■ **WHAT YOU WILL DO**
From the first line of the data through the line containing "width:25px; border:1px solid", transcribe each line exactly. Pictures do not belong in the copy.

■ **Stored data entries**
● ● ● ● ● ● ●

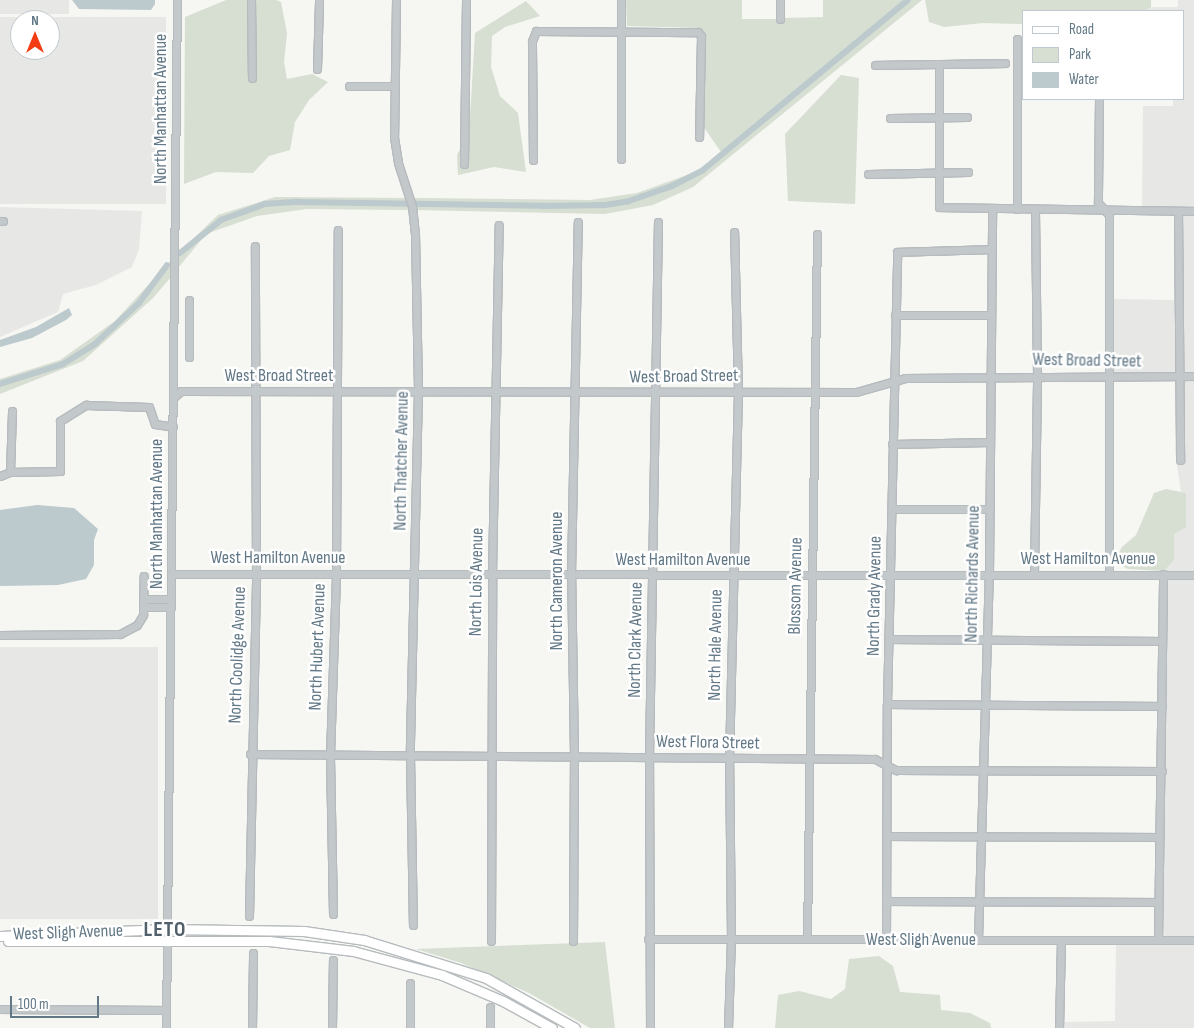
<!DOCTYPE html>
<html>
<head>
<meta charset="utf-8">
<style>
	body { margin:0 }
	#map { position:relative; width:1194px; height:1028px; overflow:hidden; background:#f6f6f2; font-family:"Sofia Sans Condensed",sans-serif }
	div>[style] { position:absolute }
	[style*='--x'] { left:calc(var(--x)*1px); top:calc(var(--y)*1px); width:calc(var(--w)*1px); rotate:calc(var(--a)*1deg) }
	.built>* { inset:0; background:#e7e7e5; transform-origin:0 0 }
	.green>* { inset:0; background:#d7ded2 }
	.water>* { inset:0; background:#bcc9cd }
	.canal>* { height:6px; margin:-3px; padding:0 3px; transform-origin:3px; border-radius:3px; background:#bcc9cd }
	.roads { filter:drop-shadow(1px 0 #b6bbbe) drop-shadow(-1px 0 #b6bbbe) drop-shadow(0 1px #b6bbbe) drop-shadow(0 -1px #b6bbbe) }
	.minor>* { height:7px; margin:-3.5px; padding:0 3.5px; transform-origin:3.5px; border-radius:3.5px; background:#c3c8cb }
	.major>* { height:9px; margin:-4.5px; padding:0 4.5px; transform-origin:4.5px; border-radius:4.5px; background:#fff }
	span { translate:-50% -50%; white-space:nowrap; text-align:center; line-height:1.15; -webkit-text-stroke:5px #fff; paint-order:stroke }
	.street-label { font-size:18px; color:#627886 }
	.district-label { font-size:22px; color:#51606a; font-weight:700; letter-spacing:1px }
	.legend { position:absolute; left:1022px; top:10px; width:162px; height:90px; box-sizing:border-box; background:#fff; border:1px solid #c0c9cf; margin:0; padding:6px 9px; list-style:none; font-size:15px; color:#627886 }
	.legend li { display:flex; align-items:center; gap:10px; height:25px }
	.legend b { width:25px; border:1px solid #c0c9cf }
	.north { position:absolute; left:10px; top:10px; width:50px; height:50px; box-sizing:border-box; background:#fff; border:1px solid #c0c9cf; border-radius:50%; rotate:0deg; font-size:14px; font-weight:700; line-height:20px; text-align:center; color:#627886 }
	.north::after { content:''; display:block; margin:auto; width:18px; height:22px; background:#f33c14; clip-path:polygon(50% 0,100% 100%,50% 72%,0 100%) }
	.scale { position:absolute; left:10px; top:996px; width:89px; height:22px; box-sizing:border-box; border:2px solid #627886; border-top:0; padding-left:6px; font-size:15px; line-height:18px; white-space:nowrap; color:#627886; -webkit-text-stroke:4px #fff; paint-order:stroke }
</style>
</head>
<body>
<div id="map">
	<div class="built">
		<i style="left:0;top:0;width:69px;height:14px"></i>
		<i style="clip-path:polygon(1178px 0,1194px 0,1194px 208px,1142px 207px,1143px 106px,1173px 106px,1173px 99px,1183px 99px,1183px 11px,1145px 11px,1151px 7px,1178px 7px)"></i>
		<i style="clip-path:polygon(evenodd,0 17px,166px 17px,166px 204px,0 204px,0 17px,20px 20px,50px 20px,50px 50px,20px 50px,20px 20px)"></i>
		<i style="clip-path:polygon(0 207px,142px 211px,139px 249px,132px 267px,96px 285px,63px 294px,58px 312px,0 337px,0 224px,6px 224px,6px 218px,0 217px)"></i>
		<i style="clip-path:polygon(1175px 215px,1176px 373px,1113px 373px,1113px 299px,1174px 300px)"></i>
		<i style="left:1181px;top:215px;width:13px;height:158px"></i>
		<i style="clip-path:polygon(1175px 380px,1177px 464px,1183px 464px,1182px 380px,1194px 380px,1194px 571px,1164px 571px,1174px 560px,1174px 534px,1185px 493px,1181px 492px,1175px 452px)"></i>
		<i style="clip-path:polygon(1166px 578px,1194px 578px,1194px 937px,1161px 936px)"></i>
		<i style="left:0;top:647px;width:158px;height:272px"></i>
		<i style="clip-path:polygon(1116px 943px,1194px 944px,1194px 1028px,1062px 1028px,1062px 1022px,1115px 1021px)"></i>
	</div>
	<div class="green">
		<i style="clip-path:polygon(226px 0,248px 0,249px 81px,255px 81px,254px 0,276px 0,281px 2px,287px 33px,284px 62px,287px 79px,312px 74px,328px 82px,309px 100px,295px 122px,290px 150px,269px 156px,253px 173px,216px 172px,184px 184px,185px 17px)"></i>
		<i style="clip-path:polygon(626px 0,742px 0,742px 19px,777px 19px,777px 23px,783px 23px,783px 18px,823px 17px,823px 0,922px 0,693px 187px,653px 205px,605px 214px,416px 210px,414px 198px,590px 200px,637px 193px,698px 171px,721px 152px,703px 126px,704px 33px,698px 28px,627px 26px)"></i>
		<i style="clip-path:polygon(925px 0,1151px 0,1151px 7px,1145px 11px,1023px 11px,1023px 24px,983px 23px,944px 27px,929px 22px)"></i>
		<i style="clip-path:polygon(526px 1px,540px 16px,505px 27px,492px 36px,491px 67px,500px 96px,518px 113px,526px 172px,494px 167px,458px 175px,457px 155px,461px 147px,461px 167px,467px 168px,475px 33px)"></i>
		<i style="clip-path:polygon(841px 75px,859px 78px,855px 204px,788px 201px,785px 134px)"></i>
		<i style="clip-path:polygon(275px 197px,407px 198px,410px 210px,307px 209px,257px 216px,206px 234px,178px 268px,178px 253px,218px 215px)"></i>
		<i style="clip-path:polygon(172px 259px,172px 276px,153px 298px,83px 361px,0 394px,0 379px,60px 360px,115px 321px)"></i>
		<i style="clip-path:polygon(1166px 489px,1186px 493px,1186px 527px,1174px 534px,1174px 560px,1164px 571px,1128px 569px,1114px 562px,1122px 547px,1136px 535px,1154px 493px)"></i>
		<i style="clip-path:polygon(605px 942px,615px 1028px,590px 1028px,529px 993px,461px 963px,416px 949px)"></i>
		<i style="clip-path:polygon(879px 956px,893px 966px,900px 992px,940px 995px,941px 1010px,970px 1013px,990px 1023px,991px 1028px,775px 1028px,778px 995px,799px 991px,831px 999px,845px 989px,849px 959px)"></i>
	</div>
	<div class="water">
		<i style="clip-path:polygon(72px 0,155px 0,155px 4px,151px 10px,79px 9px)"></i>
		<i style="clip-path:polygon(69px 308px,72px 315px,66px 320px,32px 338px,0 347px,0 340px,36px 327px)"></i>
		<i style="clip-path:polygon(37px 505px,74px 508px,98px 529px,94px 540px,94px 565px,86px 579px,58px 585px,0 586px,0 510px)"></i>
	</div>
	<div class="canal">
		<i style="--x:180;--y:253;--w:53;--a:-38.8"></i>
		<i style="--x:221;--y:220;--w:47;--a:-20"></i>
		<i style="--x:265;--y:204;--w:32;--a:-4"></i>
		<i style="--x:297;--y:202;--w:246;--a:0.9"></i>
		<i style="--x:543;--y:206;--w:62;--a:-0.9"></i>
		<i style="--x:605;--y:205;--w:24;--a:-9"></i>
		<i style="--x:629;--y:201;--w:46;--a:-19.2"></i>
		<i style="--x:672;--y:186;--w:35;--a:-27"></i>
		<i style="--x:703;--y:170;--w:266;--a:-39.7"></i>
		<i style="--x:0;--y:384;--w:66;--a:-17.6"></i>
		<i style="--x:63;--y:364;--w:39;--a:-32"></i>
		<i style="--x:96;--y:343;--w:59;--a:-42.9"></i>
		<i style="--x:139;--y:303;--w:47;--a:-53.6"></i>
	</div>
	<div class="roads">
		<div class="minor">
			<i style="--x:251;--y:0;--w:78;--a:89.3"></i>
			<i style="--x:396;--y:0;--w:137;--a:90.8"></i>
			<i style="--x:394;--y:137;--w:26;--a:81"></i>
			<i style="--x:398;--y:163;--w:45;--a:72"></i>
			<i style="--x:412;--y:206;--w:27;--a:84"></i>
			<i style="--x:415;--y:233;--w:157;--a:88.9"></i>
			<i style="--x:418;--y:390;--w:366;--a:91.3"></i>
			<i style="--x:410;--y:756;--w:169;--a:89"></i>
			<i style="--x:780;--y:19;--w:19;--a:-90"></i>
			<i style="--x:875;--y:65;--w:130;--a:-0.9"></i>
			<i style="--x:939;--y:65;--w:142;--a:90"></i>
			<i style="--x:939;--y:207;--w:255;--a:0.9"></i>
			<i style="--x:317;--y:69;--w:69;--a:-88.3"></i>
			<i style="--x:349;--y:86;--w:45;--a:0"></i>
			<i style="--x:1099;--y:99;--w:104;--a:90.6"></i>
			<i style="--x:1098;--y:203;--w:16;--a:47"></i>
			<i style="--x:1109;--y:215;--w:358;--a:90"></i>
			<i style="--x:890;--y:118;--w:77;--a:-0.7"></i>
			<i style="--x:621;--y:159;--w:159;--a:-90"></i>
			<i style="--x:533;--y:160;--w:119;--a:-90.5"></i>
			<i style="--x:532;--y:41;--w:11;--a:-68"></i>
			<i style="--x:536;--y:31;--w:162;--a:0.4"></i>
			<i style="--x:698;--y:32;--w:5;--a:53"></i>
			<i style="--x:701;--y:36;--w:101;--a:91.1"></i>
			<i style="--x:464;--y:164;--w:164;--a:-89.3"></i>
			<i style="--x:868;--y:174;--w:100;--a:-1.1"></i>
			<i style="--x:1017;--y:209;--w:170;--a:-90"></i>
			<i style="--x:1178;--y:211;--w:249;--a:89.5"></i>
			<i style="--x:0;--y:221;--w:3;--a:0"></i>
			<i style="--x:895;--y:315;--w:95;--a:0"></i>
			<i style="--x:189;--y:357;--w:57;--a:-90"></i>
			<i style="--x:174;--y:397;--w:9;--a:-41"></i>
			<i style="--x:181;--y:391;--w:675;--a:0.08"></i>
			<i style="--x:856;--y:392;--w:51;--a:-15.9"></i>
			<i style="--x:905;--y:378;--w:289;--a:-0.4"></i>
			<i style="--x:892;--y:444;--w:98;--a:-1.2"></i>
			<i style="--x:10;--y:472;--w:61;--a:-88.1"></i>
			<i style="--x:0;--y:476;--w:11;--a:-22"></i>
			<i style="--x:10;--y:472;--w:50;--a:-1.1"></i>
			<i style="--x:60;--y:471;--w:50;--a:-90"></i>
			<i style="--x:60;--y:421;--w:31;--a:-32"></i>
			<i style="--x:86;--y:405;--w:63;--a:1.8"></i>
			<i style="--x:149;--y:407;--w:18;--a:71"></i>
			<i style="--x:155;--y:424;--w:18;--a:9"></i>
			<i style="--x:892;--y:509;--w:98;--a:0"></i>
			<i style="--x:172;--y:574;--w:1022;--a:0.06"></i>
			<i style="--x:1034;--y:574;--w:199;--a:-89.1"></i>
			<i style="--x:1037;--y:375;--w:166;--a:-90.7"></i>
			<i style="--x:145;--y:599;--w:26;--a:0"></i>
			<i style="--x:145;--y:607;--w:26;--a:0"></i>
			<i style="--x:0;--y:635;--w:120;--a:-0.5"></i>
			<i style="--x:120;--y:634;--w:19;--a:-28"></i>
			<i style="--x:137;--y:625;--w:12;--a:-59"></i>
			<i style="--x:143;--y:615;--w:39;--a:-89"></i>
			<i style="--x:890;--y:639;--w:271;--a:0.4"></i>
			<i style="--x:887;--y:704;--w:275;--a:0.4"></i>
			<i style="--x:250;--y:754;--w:625;--a:0.46"></i>
			<i style="--x:875;--y:759;--w:24;--a:28"></i>
			<i style="--x:896;--y:770;--w:266;--a:0.2"></i>
			<i style="--x:886;--y:836;--w:272;--a:0.2"></i>
			<i style="--x:886;--y:901;--w:272;--a:0.2"></i>
			<i style="--x:333;--y:914;--w:158;--a:-91.1"></i>
			<i style="--x:330;--y:756;--w:184;--a:-88.1"></i>
			<i style="--x:336;--y:572;--w:342;--a:-89.7"></i>
			<i style="--x:249;--y:916;--w:343;--a:-88.8"></i>
			<i style="--x:256;--y:573;--w:327;--a:-90.2"></i>
			<i style="--x:648;--y:939;--w:546;--a:0.1"></i>
			<i style="--x:807;--y:939;--w:705;--a:-89.19"></i>
			<i style="--x:886;--y:940;--w:236;--a:-89.8"></i>
			<i style="--x:887;--y:704;--w:452;--a:-88.7"></i>
			<i style="--x:897;--y:252;--w:94;--a:-1.8"></i>
			<i style="--x:978;--y:940;--w:367;--a:-88.3"></i>
			<i style="--x:989;--y:573;--w:364;--a:-89.5"></i>
			<i style="--x:1158;--y:940;--w:366;--a:-89.2"></i>
			<i style="--x:491;--y:941;--w:367;--a:-89.8"></i>
			<i style="--x:492;--y:574;--w:349;--a:-88.9"></i>
			<i style="--x:573;--y:941;--w:185;--a:-89.7"></i>
			<i style="--x:574;--y:756;--w:181;--a:-90.9"></i>
			<i style="--x:571;--y:575;--w:353;--a:-88.9"></i>
			<i style="--x:410;--y:983;--w:45;--a:90"></i>
			<i style="--x:0;--y:1009;--w:166;--a:0.3"></i>
			<i style="--x:166;--y:1028;--w:1028;--a:-89.39"></i>
			<i style="--x:252;--y:1028;--w:75;--a:-89.2"></i>
			<i style="--x:332;--y:1028;--w:68;--a:-89.2"></i>
			<i style="--x:490;--y:1028;--w:21;--a:-90"></i>
			<i style="--x:650;--y:1028;--w:271;--a:-90.2"></i>
			<i style="--x:649;--y:757;--w:535;--a:-89.04"></i>
			<i style="--x:728;--y:1028;--w:90;--a:-88.1"></i>
			<i style="--x:731;--y:938;--w:179;--a:-90.6"></i>
			<i style="--x:729;--y:759;--w:368;--a:-88.6"></i>
			<i style="--x:738;--y:391;--w:159;--a:-91.4"></i>
			<i style="--x:1059;--y:1028;--w:88;--a:-88.7"></i>
		</div>
		<div class="major">
			<i style="--x:0;--y:936;--w:166;--a:-2.4"></i>
			<i style="--x:166;--y:929;--w:138;--a:0.8"></i>
			<i style="--x:304;--y:931;--w:61;--a:8.5"></i>
			<i style="--x:364;--y:940;--w:128;--a:17.3"></i>
			<i style="--x:486;--y:978;--w:102;--a:29.3"></i>
			<i style="--x:8;--y:941;--w:261;--a:0"></i>
			<i style="--x:269;--y:941;--w:85;--a:6.8"></i>
			<i style="--x:353;--y:951;--w:92;--a:15.1"></i>
			<i style="--x:442;--y:975;--w:66;--a:23.1"></i>
			<i style="--x:503;--y:1001;--w:56;--a:28.9"></i>
		</div>
	</div>
	<div class="street-label">
		<span style="left:161px;top:109px;rotate:-90deg">North Manhattan Avenue</span>
		<span style="left:1087px;top:361px;rotate:1deg">West Broad Street</span>
		<span style="left:279px;top:376px">West Broad Street</span>
		<span style="left:684px;top:377px;rotate:-1deg">West Broad Street</span>
		<span style="left:402px;top:461px;rotate:-89deg">North Thatcher Avenue</span>
		<span style="left:157px;top:514px;rotate:-90deg">North Manhattan Avenue</span>
		<span style="left:278px;top:558px">West Hamilton Avenue</span>
		<span style="left:1088px;top:559px">West Hamilton Avenue</span>
		<span style="left:683px;top:560px">West Hamilton Avenue</span>
		<span style="left:973px;top:574px;rotate:-89deg">North Richards Avenue</span>
		<span style="left:557px;top:581px;rotate:-90deg">North Cameron Avenue</span>
		<span style="left:477px;top:582px;rotate:-89deg">North Lois Avenue</span>
		<span style="left:796px;top:586px;rotate:-89deg">Blossom Avenue</span>
		<span style="left:875px;top:596px;rotate:-89deg">North Grady Avenue</span>
		<span style="left:636px;top:640px;rotate:-89deg">North Clark Avenue</span>
		<span style="left:716px;top:645px;rotate:-89deg">North Hale Avenue</span>
		<span style="left:318px;top:647px;rotate:-88deg">North Hubert Avenue</span>
		<span style="left:238px;top:655px;rotate:-88deg">North Coolidge Avenue</span>
		<span style="left:708px;top:743px;rotate:1deg">West Flora Street</span>
		<span style="left:68px;top:933px;rotate:-2deg">West Sligh Avenue</span>
		<span style="left:921px;top:940px">West Sligh Avenue</span>
	</div>
	<div class="district-label">
		<span style="left:165px;top:930px">LETO</span>
	</div>
	<ul class="legend">
	<li><b style="height:6px;background:#fff"></b>Road</li>
	<li><b style="height:14px;background:#d7ded2"></b>Park</li>
	<li><b style="height:14px;background:#bcc9cd"></b>Water</li>
	</ul>
	<div class="north">N</div>
	<div class="scale">100 m</div>
</div>
</body>
</html>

● ● ● ● ● ● ●

■ **FINISHED EXERCISE**
<!DOCTYPE html>
<html>
<head>
<meta charset="utf-8">
<style>
	body { margin:0 }
	#map { position:relative; width:1194px; height:1028px; overflow:hidden; background:#f6f6f2; font-family:"Sofia Sans Condensed",sans-serif }
	div>[style] { position:absolute }
	[style*='--x'] { left:calc(var(--x)*1px); top:calc(var(--y)*1px); width:calc(var(--w)*1px); rotate:calc(var(--a)*1deg) }
	.built>* { inset:0; background:#e7e7e5; transform-origin:0 0 }
	.green>* { inset:0; background:#d7ded2 }
	.water>* { inset:0; background:#bcc9cd }
	.canal>* { height:6px; margin:-3px; padding:0 3px; transform-origin:3px; border-radius:3px; background:#bcc9cd }
	.roads { filter:drop-shadow(1px 0 #b6bbbe) drop-shadow(-1px 0 #b6bbbe) drop-shadow(0 1px #b6bbbe) drop-shadow(0 -1px #b6bbbe) }
	.minor>* { height:7px; margin:-3.5px; padding:0 3.5px; transform-origin:3.5px; border-radius:3.5px; background:#c3c8cb }
	.major>* { height:9px; margin:-4.5px; padding:0 4.5px; transform-origin:4.5px; border-radius:4.5px; background:#fff }
	span { translate:-50% -50%; white-space:nowrap; text-align:center; line-height:1.15; -webkit-text-stroke:5px #fff; paint-order:stroke }
	.street-label { font-size:18px; color:#627886 }
	.district-label { font-size:22px; color:#51606a; font-weight:700; letter-spacing:1px }
	.legend { position:absolute; left:1022px; top:10px; width:162px; height:90px; box-sizing:border-box; background:#fff; border:1px solid #c0c9cf; margin:0; padding:6px 9px; list-style:none; font-size:15px; color:#627886 }
	.legend li { display:flex; align-items:center; gap:10px; height:25px }
	.legend b { width:25px; border:1px solid #c0c9cf }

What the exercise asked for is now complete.